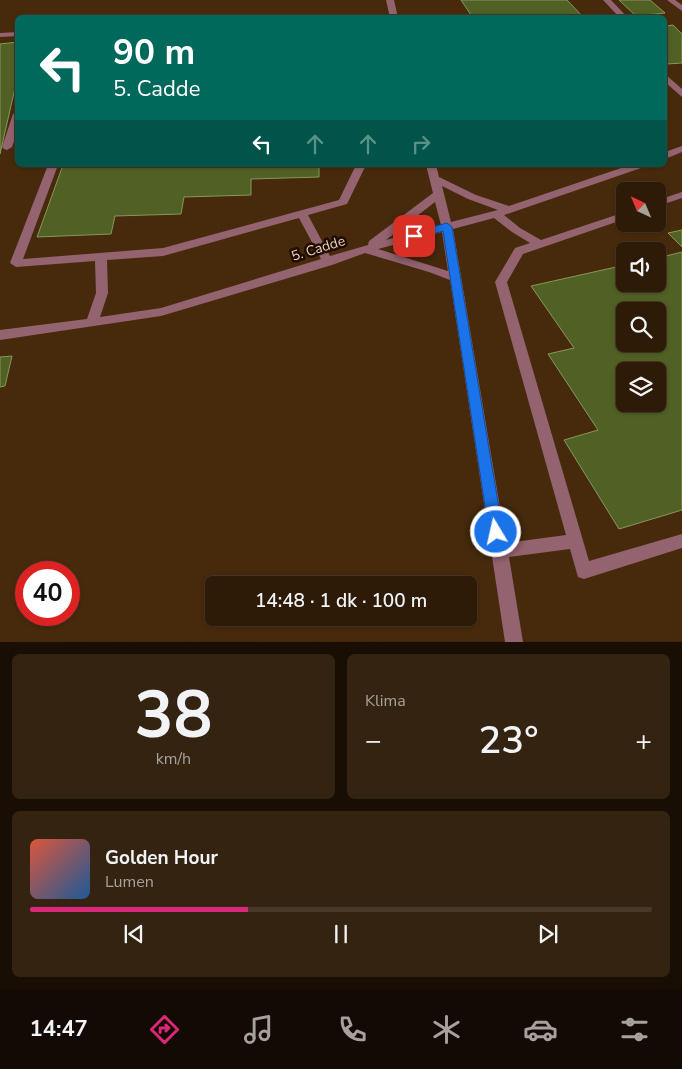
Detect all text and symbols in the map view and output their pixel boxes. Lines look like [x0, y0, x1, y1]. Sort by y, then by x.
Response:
text: 90 m [113, 29, 195, 76]
icon: left [30, 35, 95, 100]
text: 5. Cadde [113, 74, 200, 104]
icon: left [248, 130, 276, 158]
icon: ahead [301, 130, 329, 158]
icon: ahead [354, 130, 382, 158]
icon: right [407, 130, 435, 158]
north arrow [616, 182, 666, 232]
map controls [616, 182, 666, 412]
pin [393, 215, 435, 257]
icon: arrive [400, 222, 428, 250]
street label: 5. Cadde [289, 231, 347, 266]
button: sound [616, 242, 666, 292]
button: search [616, 302, 666, 352]
button: layers [616, 362, 666, 412]
position arrow [469, 505, 521, 557]
speed limit sign: 40 [15, 561, 80, 626]
text: 14:48 · 1 dk · 100 m [255, 588, 427, 614]
text: 38 [134, 671, 213, 760]
text: Klima [365, 690, 406, 712]
text: 23° [479, 715, 538, 766]
text: − [365, 722, 382, 760]
text: + [635, 722, 652, 760]
text: km/h [156, 748, 191, 770]
text: Golden Hour [105, 845, 218, 871]
text: Lumen [105, 871, 154, 893]
icon: previous [120, 920, 148, 948]
icon: pause [327, 920, 355, 948]
icon: next [534, 920, 562, 948]
icon: directions [147, 1012, 182, 1047]
icon: music [241, 1012, 276, 1047]
icon: phone [335, 1012, 370, 1047]
icon: climate [429, 1012, 464, 1047]
icon: car [523, 1012, 558, 1047]
icon: filters [617, 1012, 652, 1047]
text: 14:47 [30, 1014, 88, 1044]

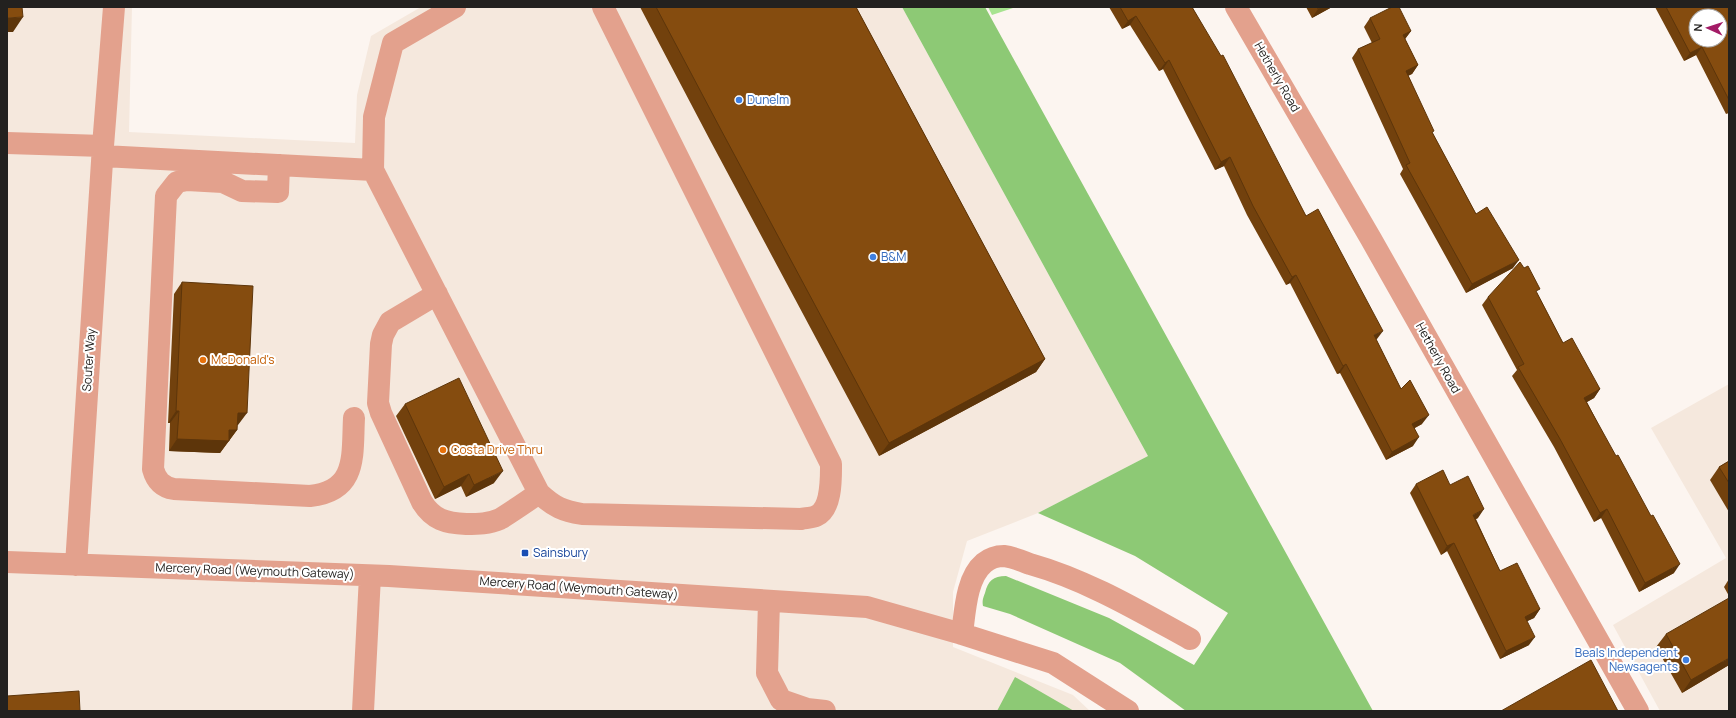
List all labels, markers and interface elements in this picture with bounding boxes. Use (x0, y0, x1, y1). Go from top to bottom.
north arrow (1688, 8, 1728, 48)
text: N (1690, 23, 1705, 32)
street label: Hetherly Road (1250, 39, 1304, 115)
place label: Dunelm (747, 91, 789, 108)
marker: Dunelm (734, 95, 744, 105)
place label: B&M (881, 248, 906, 265)
marker: B&M (868, 252, 878, 262)
street label: Hetherly Road (1412, 319, 1465, 396)
street label: Souter Way (78, 327, 99, 392)
place label: McDonald's (211, 351, 275, 368)
marker: McDonald's (198, 355, 208, 365)
place label: Costa Drive Thru (451, 441, 543, 458)
marker: Costa Drive Thru (438, 445, 448, 455)
place label: Sainsbury (533, 544, 589, 561)
marker: Sainsbury (520, 548, 530, 558)
street label: Mercery Road (Weymouth Gateway) (155, 559, 355, 582)
street label: Mercery Road (Weymouth Gateway) (479, 572, 679, 603)
place label: Beals Independent Newsagents (1575, 644, 1678, 675)
marker: Beals Independent Newsagents (1681, 655, 1691, 665)

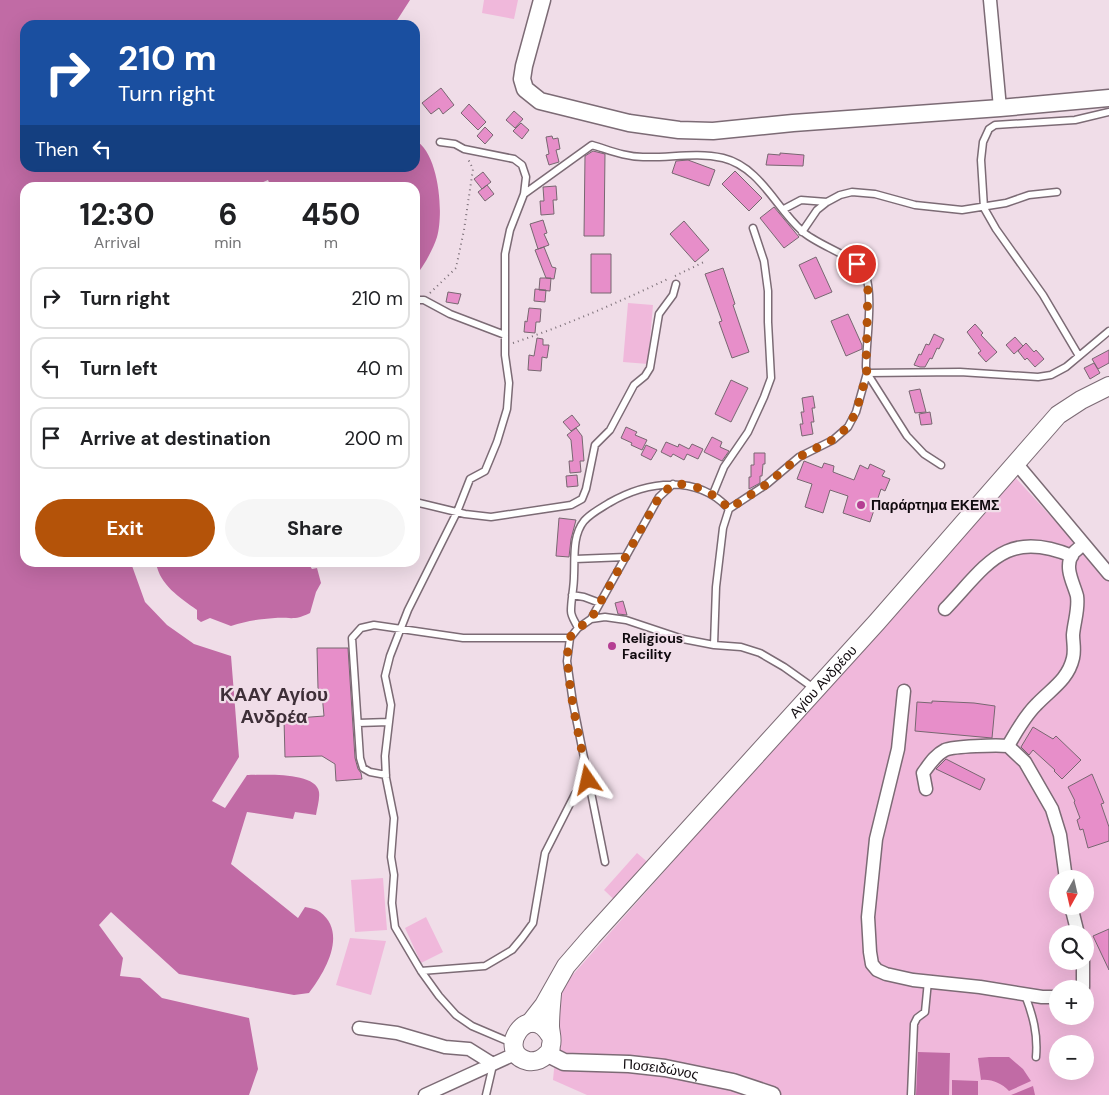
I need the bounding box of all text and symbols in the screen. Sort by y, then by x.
text: 210 m [118,35,217,81]
icon: right [35,40,100,105]
text: Turn right [118,79,215,108]
icon: left [88,135,116,163]
text: Then [35,137,78,162]
text: 12:30 [80,195,155,234]
text: 6 [218,195,237,234]
text: 450 [301,195,360,234]
text: Arrival [94,232,140,253]
text: min [214,232,242,253]
text: m [324,232,338,253]
pin [836,243,878,285]
icon: arrive [843,250,871,278]
icon: right [37,284,65,312]
text: Turn right [80,286,170,311]
text: 210 m [351,286,403,311]
icon: left [37,354,65,382]
text: Turn left [80,356,158,381]
text: 40 m [356,356,403,381]
icon: arrive [37,424,65,452]
text: Arrive at destination [80,426,271,451]
text: 200 m [344,426,403,451]
place label: Παράρτημα ΕΚΕΜΣ [871,496,999,514]
button: Exit [35,499,215,557]
button: Share [225,499,405,557]
marker: Παράρτημα ΕΚΕΜΣ [855,499,867,511]
place label: Religious Facility [622,629,683,663]
marker: Religious Facility [606,640,618,652]
street label: Αγίου Ανδρέου [785,641,861,722]
district label: ΚΑΑΥ Αγίου Ανδρέα [220,682,328,729]
position arrow [561,753,613,805]
north arrow [1049,870,1094,915]
map controls [1049,870,1094,1080]
button: search [1049,925,1094,970]
button: + [1049,980,1094,1025]
button: − [1049,1035,1094,1080]
street label: Ποσειδώνος [623,1055,700,1084]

— Aim of the exercise —
Each line of the data in which the string "Sainsbury" appears needs to be copied.

— Output of the exercise —
place label: Sainsbury (533, 544, 589, 561)
marker: Sainsbury (520, 548, 530, 558)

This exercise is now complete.